[Exercise goal] Whenever a line in the entries includes the word "lineWidth", copy that line out.

*** Opening of Input data ***

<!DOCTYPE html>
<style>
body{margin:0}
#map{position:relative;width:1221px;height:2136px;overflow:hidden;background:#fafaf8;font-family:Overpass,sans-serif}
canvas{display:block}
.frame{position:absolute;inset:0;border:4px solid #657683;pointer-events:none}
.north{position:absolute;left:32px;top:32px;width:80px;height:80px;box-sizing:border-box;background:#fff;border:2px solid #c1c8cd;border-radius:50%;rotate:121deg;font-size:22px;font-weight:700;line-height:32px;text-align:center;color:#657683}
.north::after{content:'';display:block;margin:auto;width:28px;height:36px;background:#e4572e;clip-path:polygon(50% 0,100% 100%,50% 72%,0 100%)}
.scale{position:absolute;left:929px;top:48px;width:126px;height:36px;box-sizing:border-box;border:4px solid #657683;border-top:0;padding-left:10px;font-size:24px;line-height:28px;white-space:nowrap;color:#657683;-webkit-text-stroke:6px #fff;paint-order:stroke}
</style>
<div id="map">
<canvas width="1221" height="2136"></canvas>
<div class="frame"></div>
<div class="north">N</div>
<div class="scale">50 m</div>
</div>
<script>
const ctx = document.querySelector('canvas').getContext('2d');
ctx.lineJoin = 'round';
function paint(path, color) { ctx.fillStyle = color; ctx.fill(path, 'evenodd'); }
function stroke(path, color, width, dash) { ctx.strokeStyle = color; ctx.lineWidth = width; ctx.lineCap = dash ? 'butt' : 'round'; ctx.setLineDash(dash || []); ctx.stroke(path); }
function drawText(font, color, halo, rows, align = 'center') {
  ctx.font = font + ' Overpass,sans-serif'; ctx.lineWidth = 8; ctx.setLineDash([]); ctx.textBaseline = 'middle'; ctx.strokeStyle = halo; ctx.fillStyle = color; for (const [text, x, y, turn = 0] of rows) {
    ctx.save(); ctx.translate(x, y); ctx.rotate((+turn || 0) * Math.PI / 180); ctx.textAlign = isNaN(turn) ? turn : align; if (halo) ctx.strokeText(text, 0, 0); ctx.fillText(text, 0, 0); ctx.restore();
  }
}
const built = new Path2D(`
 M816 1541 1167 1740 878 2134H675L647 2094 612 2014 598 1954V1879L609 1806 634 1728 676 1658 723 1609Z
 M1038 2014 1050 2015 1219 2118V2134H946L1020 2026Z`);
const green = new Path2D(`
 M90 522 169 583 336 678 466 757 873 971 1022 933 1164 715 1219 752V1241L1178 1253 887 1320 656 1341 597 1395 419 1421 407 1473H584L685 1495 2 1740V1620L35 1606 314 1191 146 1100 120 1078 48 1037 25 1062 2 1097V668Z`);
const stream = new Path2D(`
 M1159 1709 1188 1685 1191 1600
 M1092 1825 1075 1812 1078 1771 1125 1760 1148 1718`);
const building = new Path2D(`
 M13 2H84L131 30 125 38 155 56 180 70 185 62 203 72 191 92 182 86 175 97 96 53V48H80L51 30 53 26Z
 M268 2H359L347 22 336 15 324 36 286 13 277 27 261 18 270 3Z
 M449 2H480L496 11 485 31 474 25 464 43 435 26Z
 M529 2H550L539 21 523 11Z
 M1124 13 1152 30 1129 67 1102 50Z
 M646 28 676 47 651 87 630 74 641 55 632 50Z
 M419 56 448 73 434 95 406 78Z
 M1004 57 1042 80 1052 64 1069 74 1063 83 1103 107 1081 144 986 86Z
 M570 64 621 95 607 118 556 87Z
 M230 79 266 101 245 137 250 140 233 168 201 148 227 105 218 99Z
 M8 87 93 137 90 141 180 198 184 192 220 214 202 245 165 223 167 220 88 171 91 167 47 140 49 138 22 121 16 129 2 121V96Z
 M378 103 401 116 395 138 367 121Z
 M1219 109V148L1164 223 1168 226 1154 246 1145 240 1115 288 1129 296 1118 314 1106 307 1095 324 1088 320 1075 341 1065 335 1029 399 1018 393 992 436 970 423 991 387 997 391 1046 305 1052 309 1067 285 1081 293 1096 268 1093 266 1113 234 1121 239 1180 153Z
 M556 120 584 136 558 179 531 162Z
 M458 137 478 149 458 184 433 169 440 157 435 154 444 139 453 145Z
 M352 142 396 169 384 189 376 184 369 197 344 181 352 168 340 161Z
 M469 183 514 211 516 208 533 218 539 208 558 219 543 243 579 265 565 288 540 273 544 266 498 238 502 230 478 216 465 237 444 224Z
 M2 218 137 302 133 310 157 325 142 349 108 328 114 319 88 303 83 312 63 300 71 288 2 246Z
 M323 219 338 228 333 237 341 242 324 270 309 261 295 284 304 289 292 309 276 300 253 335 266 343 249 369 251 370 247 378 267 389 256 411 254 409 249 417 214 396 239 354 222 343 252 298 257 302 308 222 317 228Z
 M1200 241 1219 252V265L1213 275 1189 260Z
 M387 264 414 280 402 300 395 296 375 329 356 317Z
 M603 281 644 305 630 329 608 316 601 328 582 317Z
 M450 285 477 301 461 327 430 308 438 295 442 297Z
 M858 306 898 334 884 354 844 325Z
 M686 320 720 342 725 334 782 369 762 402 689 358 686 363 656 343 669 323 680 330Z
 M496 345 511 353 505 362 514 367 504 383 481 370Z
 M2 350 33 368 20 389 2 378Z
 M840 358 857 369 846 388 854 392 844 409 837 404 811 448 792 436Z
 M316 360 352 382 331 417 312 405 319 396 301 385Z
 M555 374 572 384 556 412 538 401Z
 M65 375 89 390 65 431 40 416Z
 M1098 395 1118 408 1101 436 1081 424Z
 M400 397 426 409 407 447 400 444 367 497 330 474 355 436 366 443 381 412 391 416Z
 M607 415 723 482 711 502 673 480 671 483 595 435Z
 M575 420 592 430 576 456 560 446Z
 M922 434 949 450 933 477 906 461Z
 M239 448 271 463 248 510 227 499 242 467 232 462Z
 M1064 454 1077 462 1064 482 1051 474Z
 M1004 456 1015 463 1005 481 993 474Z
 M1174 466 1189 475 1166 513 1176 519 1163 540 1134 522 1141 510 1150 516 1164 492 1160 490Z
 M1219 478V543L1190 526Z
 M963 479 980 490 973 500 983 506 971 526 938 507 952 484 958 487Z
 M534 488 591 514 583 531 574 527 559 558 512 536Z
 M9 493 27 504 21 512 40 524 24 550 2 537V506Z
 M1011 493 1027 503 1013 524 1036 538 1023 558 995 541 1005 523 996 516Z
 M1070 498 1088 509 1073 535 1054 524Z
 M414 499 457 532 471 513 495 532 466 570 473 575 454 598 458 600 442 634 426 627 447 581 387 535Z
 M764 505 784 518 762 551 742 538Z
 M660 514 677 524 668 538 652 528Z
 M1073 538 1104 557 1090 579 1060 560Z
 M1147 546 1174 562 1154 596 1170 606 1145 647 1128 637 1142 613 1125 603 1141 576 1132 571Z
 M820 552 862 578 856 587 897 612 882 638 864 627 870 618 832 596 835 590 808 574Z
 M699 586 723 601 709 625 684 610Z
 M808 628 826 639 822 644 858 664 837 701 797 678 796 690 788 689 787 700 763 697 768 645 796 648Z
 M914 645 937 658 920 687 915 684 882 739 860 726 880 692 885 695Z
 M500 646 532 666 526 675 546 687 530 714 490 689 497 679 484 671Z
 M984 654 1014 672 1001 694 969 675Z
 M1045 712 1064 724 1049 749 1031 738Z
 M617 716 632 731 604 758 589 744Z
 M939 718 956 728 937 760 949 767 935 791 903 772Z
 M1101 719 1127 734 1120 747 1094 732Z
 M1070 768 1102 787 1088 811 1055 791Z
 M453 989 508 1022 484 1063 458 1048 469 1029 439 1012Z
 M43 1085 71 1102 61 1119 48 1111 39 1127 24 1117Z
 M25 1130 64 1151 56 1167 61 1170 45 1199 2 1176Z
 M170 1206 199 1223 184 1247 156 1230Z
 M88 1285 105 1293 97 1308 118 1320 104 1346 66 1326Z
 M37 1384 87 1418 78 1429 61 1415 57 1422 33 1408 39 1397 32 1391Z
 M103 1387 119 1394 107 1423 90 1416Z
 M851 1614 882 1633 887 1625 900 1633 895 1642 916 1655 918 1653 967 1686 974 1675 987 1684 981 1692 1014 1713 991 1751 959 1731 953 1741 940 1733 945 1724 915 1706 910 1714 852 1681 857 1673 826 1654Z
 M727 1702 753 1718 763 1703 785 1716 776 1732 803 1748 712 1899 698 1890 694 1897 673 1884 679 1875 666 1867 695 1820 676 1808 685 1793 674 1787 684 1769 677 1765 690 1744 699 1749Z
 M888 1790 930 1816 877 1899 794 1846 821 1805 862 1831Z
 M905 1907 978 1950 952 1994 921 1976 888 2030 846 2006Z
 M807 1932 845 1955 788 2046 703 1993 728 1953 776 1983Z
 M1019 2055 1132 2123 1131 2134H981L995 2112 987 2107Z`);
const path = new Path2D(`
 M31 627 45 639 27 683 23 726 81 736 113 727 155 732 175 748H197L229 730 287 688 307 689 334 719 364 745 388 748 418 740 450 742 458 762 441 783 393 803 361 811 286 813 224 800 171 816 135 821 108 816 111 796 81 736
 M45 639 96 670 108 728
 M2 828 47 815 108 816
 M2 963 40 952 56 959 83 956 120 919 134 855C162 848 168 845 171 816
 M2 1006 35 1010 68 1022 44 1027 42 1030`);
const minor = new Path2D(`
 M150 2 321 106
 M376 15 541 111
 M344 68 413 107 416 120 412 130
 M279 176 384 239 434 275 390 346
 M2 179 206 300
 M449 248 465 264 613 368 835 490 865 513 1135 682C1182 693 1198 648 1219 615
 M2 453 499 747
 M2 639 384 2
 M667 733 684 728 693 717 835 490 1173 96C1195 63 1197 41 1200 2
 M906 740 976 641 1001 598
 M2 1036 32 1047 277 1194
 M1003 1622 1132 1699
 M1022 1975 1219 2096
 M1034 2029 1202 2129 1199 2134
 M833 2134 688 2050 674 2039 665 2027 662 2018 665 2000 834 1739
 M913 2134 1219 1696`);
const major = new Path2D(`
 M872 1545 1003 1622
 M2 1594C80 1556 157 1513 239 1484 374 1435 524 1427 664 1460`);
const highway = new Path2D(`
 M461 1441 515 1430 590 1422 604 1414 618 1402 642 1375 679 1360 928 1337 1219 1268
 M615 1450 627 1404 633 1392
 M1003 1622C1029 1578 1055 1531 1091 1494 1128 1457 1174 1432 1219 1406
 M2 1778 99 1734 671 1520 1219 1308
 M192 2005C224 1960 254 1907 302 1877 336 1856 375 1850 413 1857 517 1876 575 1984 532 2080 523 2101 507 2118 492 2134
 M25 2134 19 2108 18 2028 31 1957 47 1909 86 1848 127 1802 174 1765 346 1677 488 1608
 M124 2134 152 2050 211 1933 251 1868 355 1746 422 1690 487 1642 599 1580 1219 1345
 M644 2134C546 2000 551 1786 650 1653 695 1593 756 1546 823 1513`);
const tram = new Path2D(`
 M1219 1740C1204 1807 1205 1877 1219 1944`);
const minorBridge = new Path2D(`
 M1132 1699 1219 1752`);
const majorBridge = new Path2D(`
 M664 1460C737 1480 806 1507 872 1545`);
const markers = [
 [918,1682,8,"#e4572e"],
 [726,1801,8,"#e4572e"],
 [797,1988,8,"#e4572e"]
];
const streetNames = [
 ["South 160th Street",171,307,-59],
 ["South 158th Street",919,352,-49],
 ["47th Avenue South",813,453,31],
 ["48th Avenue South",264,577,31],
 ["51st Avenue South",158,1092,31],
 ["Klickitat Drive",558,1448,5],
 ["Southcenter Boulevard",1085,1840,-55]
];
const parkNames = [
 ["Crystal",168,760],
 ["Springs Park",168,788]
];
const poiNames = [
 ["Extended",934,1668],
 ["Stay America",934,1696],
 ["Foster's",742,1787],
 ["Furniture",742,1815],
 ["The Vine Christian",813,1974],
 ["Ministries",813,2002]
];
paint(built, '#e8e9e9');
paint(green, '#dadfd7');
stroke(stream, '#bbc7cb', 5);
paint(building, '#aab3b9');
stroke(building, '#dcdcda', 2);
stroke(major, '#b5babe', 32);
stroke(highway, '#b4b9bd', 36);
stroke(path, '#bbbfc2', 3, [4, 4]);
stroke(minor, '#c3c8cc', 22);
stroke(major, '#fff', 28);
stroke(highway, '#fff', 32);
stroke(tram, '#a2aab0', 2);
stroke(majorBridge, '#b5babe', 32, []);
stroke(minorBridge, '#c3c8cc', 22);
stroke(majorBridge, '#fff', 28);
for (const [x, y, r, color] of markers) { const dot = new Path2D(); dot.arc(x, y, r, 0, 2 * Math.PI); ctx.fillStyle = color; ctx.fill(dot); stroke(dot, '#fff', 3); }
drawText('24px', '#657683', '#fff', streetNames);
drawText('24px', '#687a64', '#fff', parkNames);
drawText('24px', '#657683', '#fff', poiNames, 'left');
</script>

*** Close of Input data ***

[Reply]
function stroke(path, color, width, dash) { ctx.strokeStyle = color; ctx.lineWidth = width; ctx.lineCap = dash ? 'butt' : 'round'; ctx.setLineDash(dash || []); ctx.stroke(path); }
  ctx.font = font + ' Overpass,sans-serif'; ctx.lineWidth = 8; ctx.setLineDash([]); ctx.textBaseline = 'middle'; ctx.strokeStyle = halo; ctx.fillStyle = color; for (const [text, x, y, turn = 0] of rows) {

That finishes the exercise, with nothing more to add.